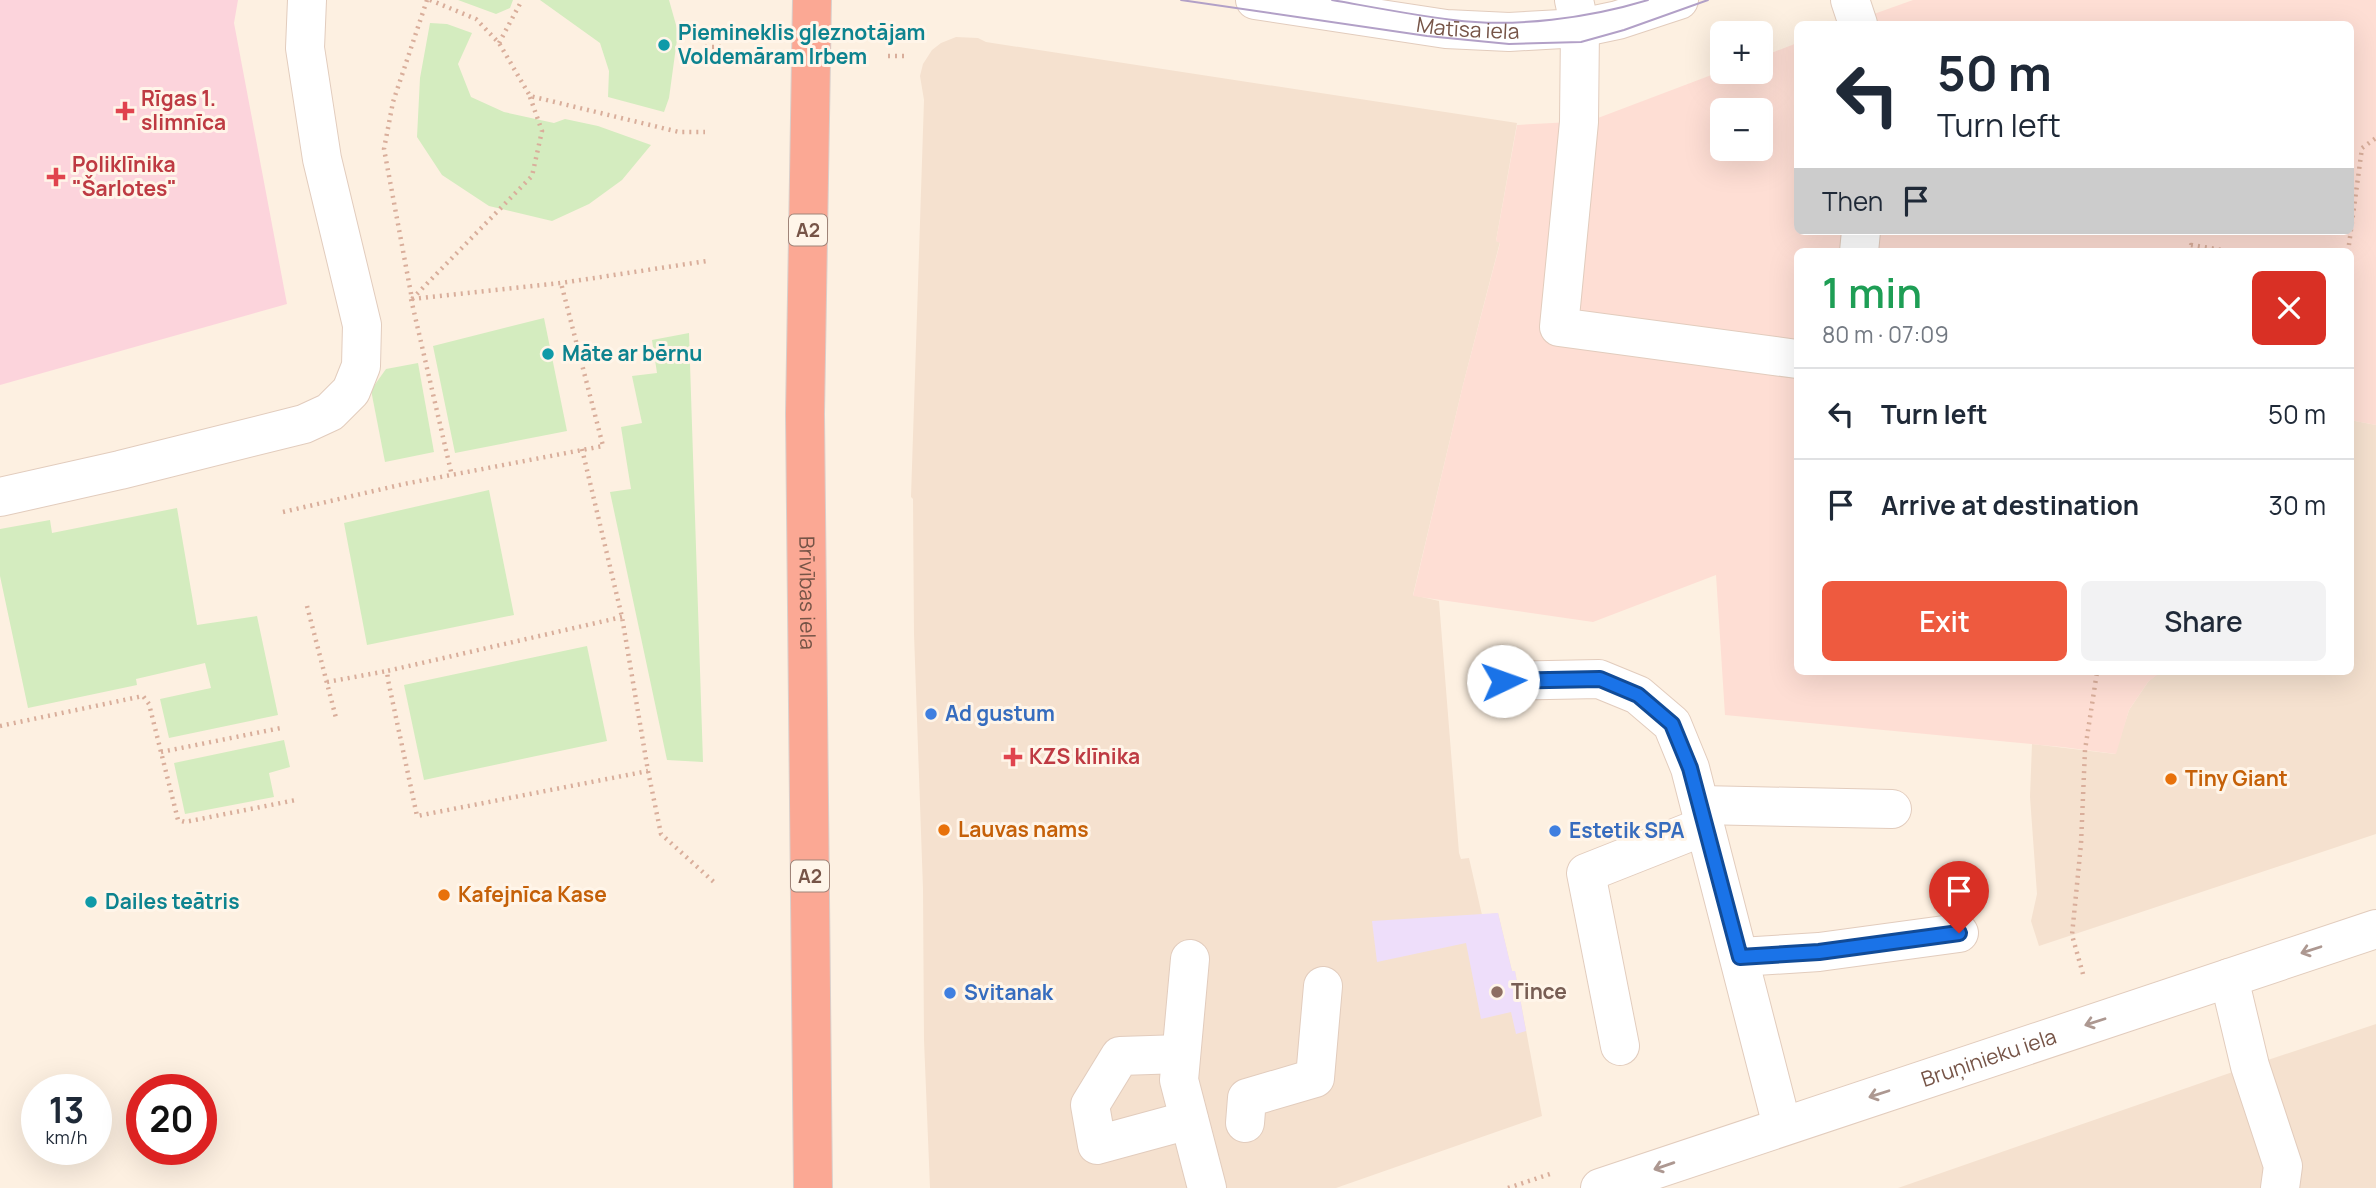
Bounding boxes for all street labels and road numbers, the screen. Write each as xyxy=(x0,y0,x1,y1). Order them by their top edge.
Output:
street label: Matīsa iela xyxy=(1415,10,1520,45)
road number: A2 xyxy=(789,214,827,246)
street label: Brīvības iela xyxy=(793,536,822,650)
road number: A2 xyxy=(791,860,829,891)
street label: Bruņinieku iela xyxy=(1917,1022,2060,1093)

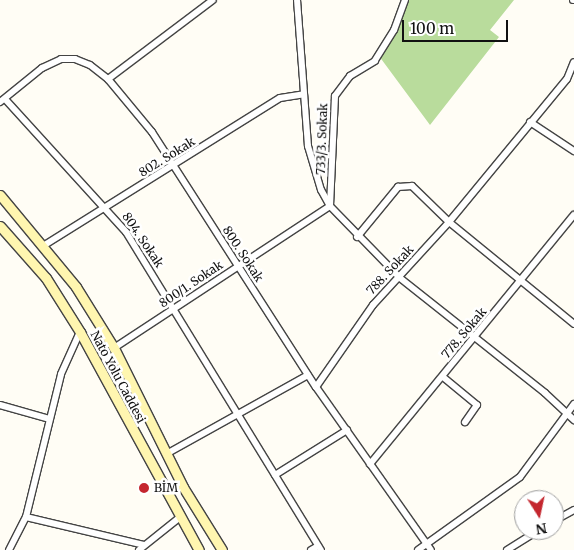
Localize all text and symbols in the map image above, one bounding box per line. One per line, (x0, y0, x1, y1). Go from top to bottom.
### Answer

━━━━━━━━━━━━━━━━

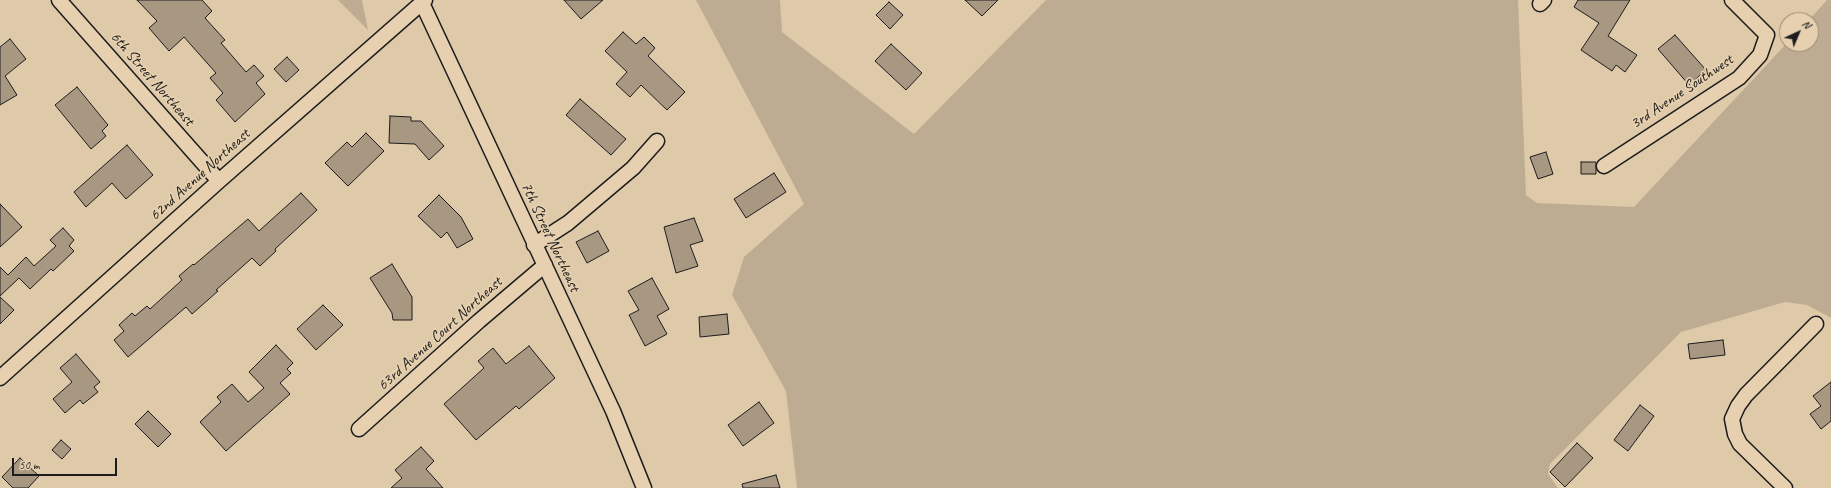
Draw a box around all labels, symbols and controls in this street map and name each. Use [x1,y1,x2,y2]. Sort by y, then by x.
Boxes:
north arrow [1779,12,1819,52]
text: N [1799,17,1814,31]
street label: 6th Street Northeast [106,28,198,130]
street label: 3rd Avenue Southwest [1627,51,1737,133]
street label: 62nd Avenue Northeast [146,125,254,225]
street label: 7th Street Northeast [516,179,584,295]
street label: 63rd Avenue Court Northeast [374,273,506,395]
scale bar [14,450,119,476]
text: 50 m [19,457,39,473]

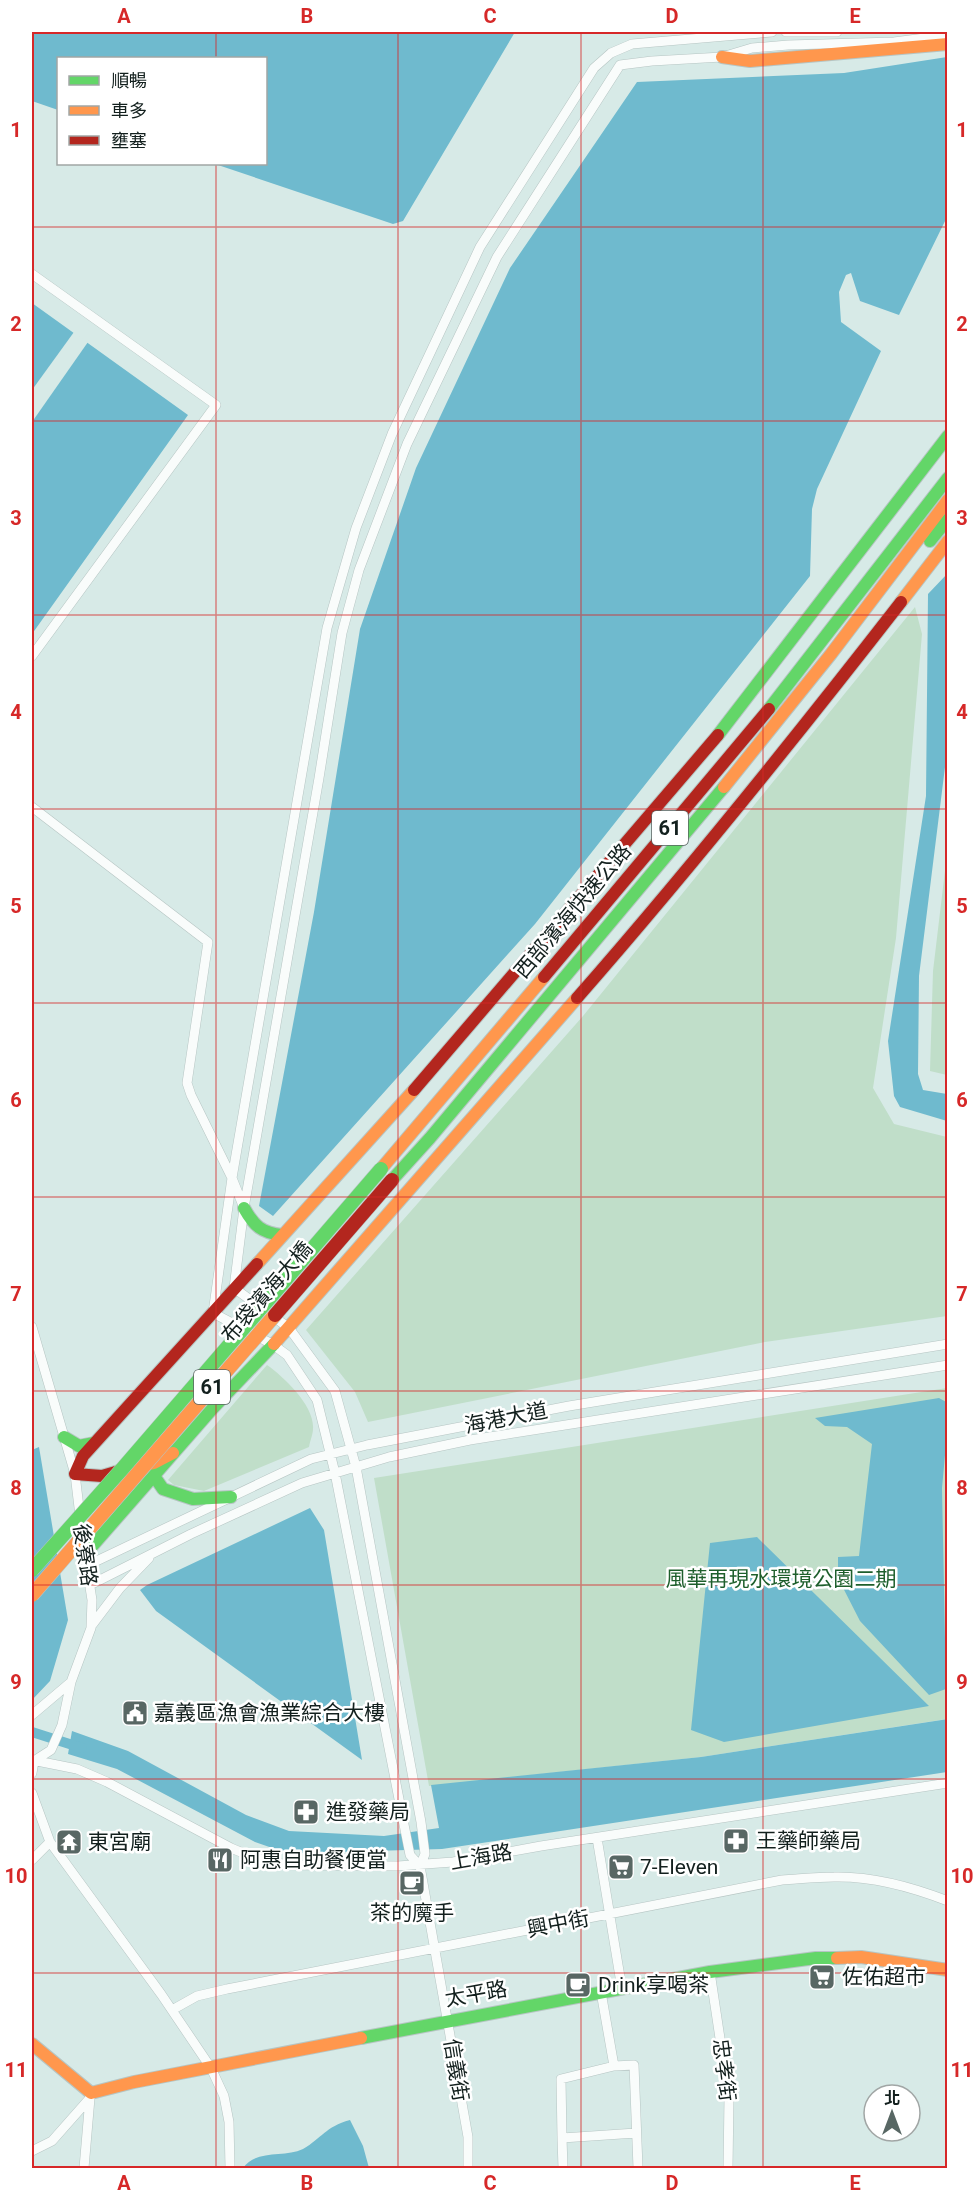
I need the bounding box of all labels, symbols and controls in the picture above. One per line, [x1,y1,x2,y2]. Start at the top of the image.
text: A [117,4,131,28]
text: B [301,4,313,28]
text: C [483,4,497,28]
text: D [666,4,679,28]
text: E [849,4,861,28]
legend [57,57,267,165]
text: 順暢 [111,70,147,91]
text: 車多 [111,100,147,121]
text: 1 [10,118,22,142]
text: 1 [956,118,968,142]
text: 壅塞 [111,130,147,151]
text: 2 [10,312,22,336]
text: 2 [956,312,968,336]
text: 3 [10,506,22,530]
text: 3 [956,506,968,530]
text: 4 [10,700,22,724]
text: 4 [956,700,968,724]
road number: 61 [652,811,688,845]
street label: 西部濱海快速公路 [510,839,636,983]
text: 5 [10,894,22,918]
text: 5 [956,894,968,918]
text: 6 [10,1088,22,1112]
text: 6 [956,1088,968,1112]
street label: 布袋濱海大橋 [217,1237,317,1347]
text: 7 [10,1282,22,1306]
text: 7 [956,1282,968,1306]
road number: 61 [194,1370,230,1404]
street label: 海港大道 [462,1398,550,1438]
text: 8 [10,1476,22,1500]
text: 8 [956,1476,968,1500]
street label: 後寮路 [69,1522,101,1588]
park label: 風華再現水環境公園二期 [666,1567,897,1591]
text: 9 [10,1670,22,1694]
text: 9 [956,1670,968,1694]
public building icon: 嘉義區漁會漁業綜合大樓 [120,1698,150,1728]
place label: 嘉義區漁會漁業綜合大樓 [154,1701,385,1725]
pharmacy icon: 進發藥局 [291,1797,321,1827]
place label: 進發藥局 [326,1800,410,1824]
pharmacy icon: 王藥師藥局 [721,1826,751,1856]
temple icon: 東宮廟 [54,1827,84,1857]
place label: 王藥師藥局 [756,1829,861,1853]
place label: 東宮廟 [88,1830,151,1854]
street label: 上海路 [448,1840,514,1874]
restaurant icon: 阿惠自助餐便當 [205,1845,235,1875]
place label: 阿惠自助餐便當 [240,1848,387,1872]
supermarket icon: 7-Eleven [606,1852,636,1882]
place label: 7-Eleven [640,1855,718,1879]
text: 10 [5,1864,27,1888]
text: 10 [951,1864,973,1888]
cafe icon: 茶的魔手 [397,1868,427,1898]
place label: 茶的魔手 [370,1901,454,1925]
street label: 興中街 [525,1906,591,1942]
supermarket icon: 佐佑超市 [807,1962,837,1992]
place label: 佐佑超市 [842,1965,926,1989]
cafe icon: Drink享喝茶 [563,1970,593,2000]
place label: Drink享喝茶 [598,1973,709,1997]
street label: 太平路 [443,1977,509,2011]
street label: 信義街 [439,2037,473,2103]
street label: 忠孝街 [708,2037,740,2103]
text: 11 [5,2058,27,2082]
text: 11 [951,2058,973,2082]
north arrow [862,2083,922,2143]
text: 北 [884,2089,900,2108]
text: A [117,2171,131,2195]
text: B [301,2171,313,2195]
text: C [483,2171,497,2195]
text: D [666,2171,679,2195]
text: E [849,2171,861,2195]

━━━━━━━━━━━━━━━━

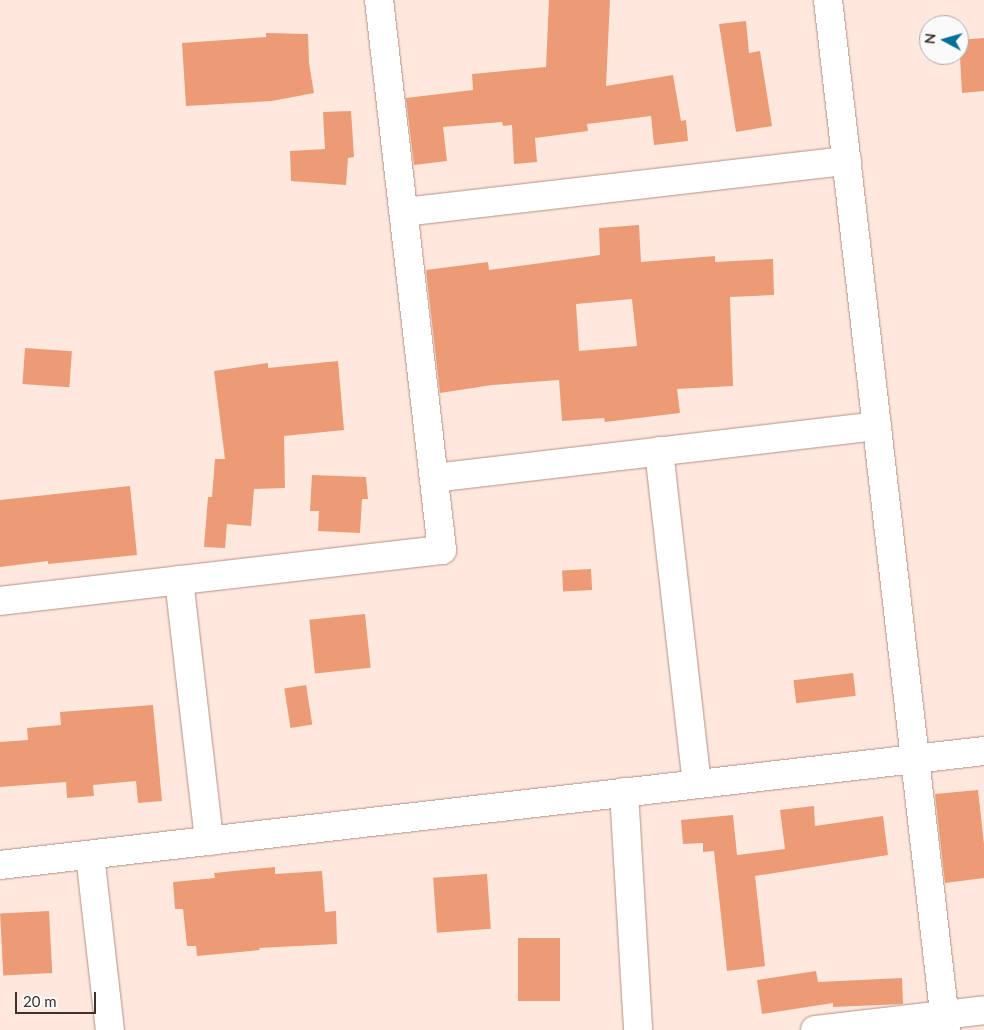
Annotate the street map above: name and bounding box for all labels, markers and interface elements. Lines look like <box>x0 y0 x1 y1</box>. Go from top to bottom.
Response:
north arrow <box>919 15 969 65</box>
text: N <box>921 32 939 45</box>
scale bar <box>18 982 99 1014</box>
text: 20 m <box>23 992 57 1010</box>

━━━━━━━━━━━━━━━━

## Task to complete
Among the entries above, identify all lines with "bottom" and copy them.

## Task response
Localize all text and symbols in the map image above, one bounding box per line. One per line, (x0, y0, x1, y1). Go from top to bottom.
Annotate the street map above: name and bounding box for all labels, markers and interface elements. Lines look like <box>x0 y0 x1 y1</box>. Go from top to bottom.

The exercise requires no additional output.